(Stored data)
####################

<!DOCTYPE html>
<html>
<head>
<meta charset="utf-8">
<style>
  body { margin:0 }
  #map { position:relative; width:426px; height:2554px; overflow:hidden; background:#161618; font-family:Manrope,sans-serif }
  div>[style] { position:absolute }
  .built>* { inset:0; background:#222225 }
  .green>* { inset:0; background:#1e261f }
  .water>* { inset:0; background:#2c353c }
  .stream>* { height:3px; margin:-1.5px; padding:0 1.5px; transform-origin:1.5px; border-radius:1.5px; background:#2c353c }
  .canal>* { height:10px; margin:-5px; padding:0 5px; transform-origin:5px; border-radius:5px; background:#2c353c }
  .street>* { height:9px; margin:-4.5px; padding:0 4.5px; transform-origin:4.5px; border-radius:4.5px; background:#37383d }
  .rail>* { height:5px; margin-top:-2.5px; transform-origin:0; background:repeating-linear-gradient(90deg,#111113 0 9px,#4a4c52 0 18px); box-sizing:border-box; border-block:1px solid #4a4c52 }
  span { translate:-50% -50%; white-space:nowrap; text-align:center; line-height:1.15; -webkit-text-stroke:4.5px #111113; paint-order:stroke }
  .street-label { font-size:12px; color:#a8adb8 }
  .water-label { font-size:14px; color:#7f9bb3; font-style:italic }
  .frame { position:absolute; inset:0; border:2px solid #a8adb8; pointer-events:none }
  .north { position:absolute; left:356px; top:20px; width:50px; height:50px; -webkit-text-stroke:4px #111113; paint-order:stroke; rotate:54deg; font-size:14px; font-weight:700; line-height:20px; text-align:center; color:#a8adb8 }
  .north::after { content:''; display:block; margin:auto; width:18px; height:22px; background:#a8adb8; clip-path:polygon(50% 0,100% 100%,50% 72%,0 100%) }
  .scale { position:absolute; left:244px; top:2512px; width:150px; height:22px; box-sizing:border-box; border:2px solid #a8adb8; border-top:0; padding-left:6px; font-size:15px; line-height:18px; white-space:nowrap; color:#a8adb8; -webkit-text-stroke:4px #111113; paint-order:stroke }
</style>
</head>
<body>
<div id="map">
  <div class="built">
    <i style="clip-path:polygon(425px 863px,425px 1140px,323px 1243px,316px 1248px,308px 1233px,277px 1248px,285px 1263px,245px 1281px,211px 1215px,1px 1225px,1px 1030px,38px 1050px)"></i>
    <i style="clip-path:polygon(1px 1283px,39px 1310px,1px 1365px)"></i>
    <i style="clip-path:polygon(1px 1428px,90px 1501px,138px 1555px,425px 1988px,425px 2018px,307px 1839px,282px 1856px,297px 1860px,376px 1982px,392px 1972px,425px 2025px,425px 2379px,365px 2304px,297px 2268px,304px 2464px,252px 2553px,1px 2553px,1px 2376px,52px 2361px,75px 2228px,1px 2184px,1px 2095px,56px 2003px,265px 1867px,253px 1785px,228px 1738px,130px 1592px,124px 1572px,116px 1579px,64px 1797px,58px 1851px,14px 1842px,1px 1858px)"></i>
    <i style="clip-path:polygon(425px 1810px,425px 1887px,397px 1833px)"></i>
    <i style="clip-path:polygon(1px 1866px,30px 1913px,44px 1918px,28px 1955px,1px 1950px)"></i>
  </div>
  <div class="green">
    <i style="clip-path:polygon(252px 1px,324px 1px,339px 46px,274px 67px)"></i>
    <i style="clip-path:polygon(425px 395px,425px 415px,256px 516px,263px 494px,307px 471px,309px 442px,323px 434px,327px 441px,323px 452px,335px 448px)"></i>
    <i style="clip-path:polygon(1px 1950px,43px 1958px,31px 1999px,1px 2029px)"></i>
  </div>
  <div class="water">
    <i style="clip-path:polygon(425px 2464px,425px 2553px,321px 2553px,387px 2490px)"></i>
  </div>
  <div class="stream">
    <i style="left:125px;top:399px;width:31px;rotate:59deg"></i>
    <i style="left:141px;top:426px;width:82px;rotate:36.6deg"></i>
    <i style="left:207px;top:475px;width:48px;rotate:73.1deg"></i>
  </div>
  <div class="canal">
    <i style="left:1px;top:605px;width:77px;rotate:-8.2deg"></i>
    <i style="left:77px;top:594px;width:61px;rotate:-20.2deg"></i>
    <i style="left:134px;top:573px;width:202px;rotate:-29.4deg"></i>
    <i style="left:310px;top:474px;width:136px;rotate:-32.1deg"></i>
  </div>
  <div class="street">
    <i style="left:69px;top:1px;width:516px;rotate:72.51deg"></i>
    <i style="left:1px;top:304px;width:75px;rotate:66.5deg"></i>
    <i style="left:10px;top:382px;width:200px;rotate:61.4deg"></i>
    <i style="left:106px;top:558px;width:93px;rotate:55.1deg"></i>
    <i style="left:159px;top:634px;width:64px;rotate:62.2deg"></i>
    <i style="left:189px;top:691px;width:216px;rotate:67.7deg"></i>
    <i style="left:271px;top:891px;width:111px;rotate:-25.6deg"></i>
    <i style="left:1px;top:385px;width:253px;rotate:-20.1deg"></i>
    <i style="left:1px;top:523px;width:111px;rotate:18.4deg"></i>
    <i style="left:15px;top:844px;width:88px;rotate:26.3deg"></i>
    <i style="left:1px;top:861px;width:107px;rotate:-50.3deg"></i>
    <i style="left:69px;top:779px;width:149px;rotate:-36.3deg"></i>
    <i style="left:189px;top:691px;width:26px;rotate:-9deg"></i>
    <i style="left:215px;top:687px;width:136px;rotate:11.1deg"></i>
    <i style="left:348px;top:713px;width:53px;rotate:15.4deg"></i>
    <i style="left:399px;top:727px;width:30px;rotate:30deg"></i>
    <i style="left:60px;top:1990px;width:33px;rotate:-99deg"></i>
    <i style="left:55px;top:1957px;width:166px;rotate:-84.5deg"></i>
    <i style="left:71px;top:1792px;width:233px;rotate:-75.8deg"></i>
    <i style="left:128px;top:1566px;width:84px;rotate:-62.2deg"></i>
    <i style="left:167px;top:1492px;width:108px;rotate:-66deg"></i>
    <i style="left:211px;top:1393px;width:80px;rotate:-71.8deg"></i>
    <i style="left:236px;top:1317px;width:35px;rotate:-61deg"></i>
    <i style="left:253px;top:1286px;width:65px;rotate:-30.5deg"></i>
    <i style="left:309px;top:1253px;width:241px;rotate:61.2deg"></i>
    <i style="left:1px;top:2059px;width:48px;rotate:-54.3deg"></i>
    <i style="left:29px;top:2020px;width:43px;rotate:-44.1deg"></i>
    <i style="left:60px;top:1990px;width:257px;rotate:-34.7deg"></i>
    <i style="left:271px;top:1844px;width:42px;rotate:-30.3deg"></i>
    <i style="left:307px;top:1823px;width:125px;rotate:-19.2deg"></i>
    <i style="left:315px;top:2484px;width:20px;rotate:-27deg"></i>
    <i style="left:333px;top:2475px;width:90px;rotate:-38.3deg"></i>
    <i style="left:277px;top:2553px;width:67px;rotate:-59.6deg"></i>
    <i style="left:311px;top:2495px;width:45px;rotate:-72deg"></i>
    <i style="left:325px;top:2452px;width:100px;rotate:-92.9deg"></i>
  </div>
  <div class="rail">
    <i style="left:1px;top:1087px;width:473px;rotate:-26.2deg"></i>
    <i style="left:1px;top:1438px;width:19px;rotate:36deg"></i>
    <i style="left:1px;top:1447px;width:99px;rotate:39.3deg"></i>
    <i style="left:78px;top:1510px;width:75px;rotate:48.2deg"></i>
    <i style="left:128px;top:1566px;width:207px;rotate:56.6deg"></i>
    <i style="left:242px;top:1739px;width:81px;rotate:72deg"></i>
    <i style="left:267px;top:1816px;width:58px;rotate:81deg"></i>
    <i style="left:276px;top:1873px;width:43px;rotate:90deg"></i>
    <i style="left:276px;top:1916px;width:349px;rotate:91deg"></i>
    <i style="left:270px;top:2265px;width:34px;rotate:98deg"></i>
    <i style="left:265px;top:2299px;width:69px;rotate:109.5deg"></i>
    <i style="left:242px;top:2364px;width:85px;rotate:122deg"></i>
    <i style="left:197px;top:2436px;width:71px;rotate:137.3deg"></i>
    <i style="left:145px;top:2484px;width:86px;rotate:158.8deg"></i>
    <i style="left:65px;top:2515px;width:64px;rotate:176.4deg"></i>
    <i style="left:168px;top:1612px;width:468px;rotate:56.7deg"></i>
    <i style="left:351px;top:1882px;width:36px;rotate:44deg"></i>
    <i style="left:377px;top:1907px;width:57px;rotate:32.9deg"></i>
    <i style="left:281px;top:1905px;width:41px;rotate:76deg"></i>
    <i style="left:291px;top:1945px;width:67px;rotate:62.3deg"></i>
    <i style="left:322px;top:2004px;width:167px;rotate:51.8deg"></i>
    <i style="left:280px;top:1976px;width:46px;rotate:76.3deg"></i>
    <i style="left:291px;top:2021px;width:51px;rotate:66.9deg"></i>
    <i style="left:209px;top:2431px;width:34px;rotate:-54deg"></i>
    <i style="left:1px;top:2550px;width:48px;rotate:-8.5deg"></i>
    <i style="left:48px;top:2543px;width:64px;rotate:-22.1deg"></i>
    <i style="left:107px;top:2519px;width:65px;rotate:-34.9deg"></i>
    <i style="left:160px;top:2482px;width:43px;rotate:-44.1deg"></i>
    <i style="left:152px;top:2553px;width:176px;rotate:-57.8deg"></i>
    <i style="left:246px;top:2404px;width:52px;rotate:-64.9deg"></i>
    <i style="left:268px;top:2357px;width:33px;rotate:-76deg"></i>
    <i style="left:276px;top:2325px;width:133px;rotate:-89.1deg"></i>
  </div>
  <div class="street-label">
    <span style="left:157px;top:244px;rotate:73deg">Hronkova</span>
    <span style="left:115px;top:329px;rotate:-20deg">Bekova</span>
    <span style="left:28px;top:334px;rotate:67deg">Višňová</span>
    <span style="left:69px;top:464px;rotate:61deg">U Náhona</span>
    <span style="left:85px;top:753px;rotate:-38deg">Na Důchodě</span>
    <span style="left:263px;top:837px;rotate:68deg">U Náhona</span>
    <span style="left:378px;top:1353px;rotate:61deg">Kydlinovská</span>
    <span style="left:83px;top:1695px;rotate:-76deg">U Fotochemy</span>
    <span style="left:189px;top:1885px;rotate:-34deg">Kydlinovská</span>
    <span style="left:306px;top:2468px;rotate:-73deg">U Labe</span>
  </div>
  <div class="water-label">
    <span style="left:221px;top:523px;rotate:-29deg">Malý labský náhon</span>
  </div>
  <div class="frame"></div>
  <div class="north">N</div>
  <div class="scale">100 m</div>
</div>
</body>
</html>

####################

# What is required
When a line in the entries above contains "size", count it; please answer with the number only.

# Written solution
4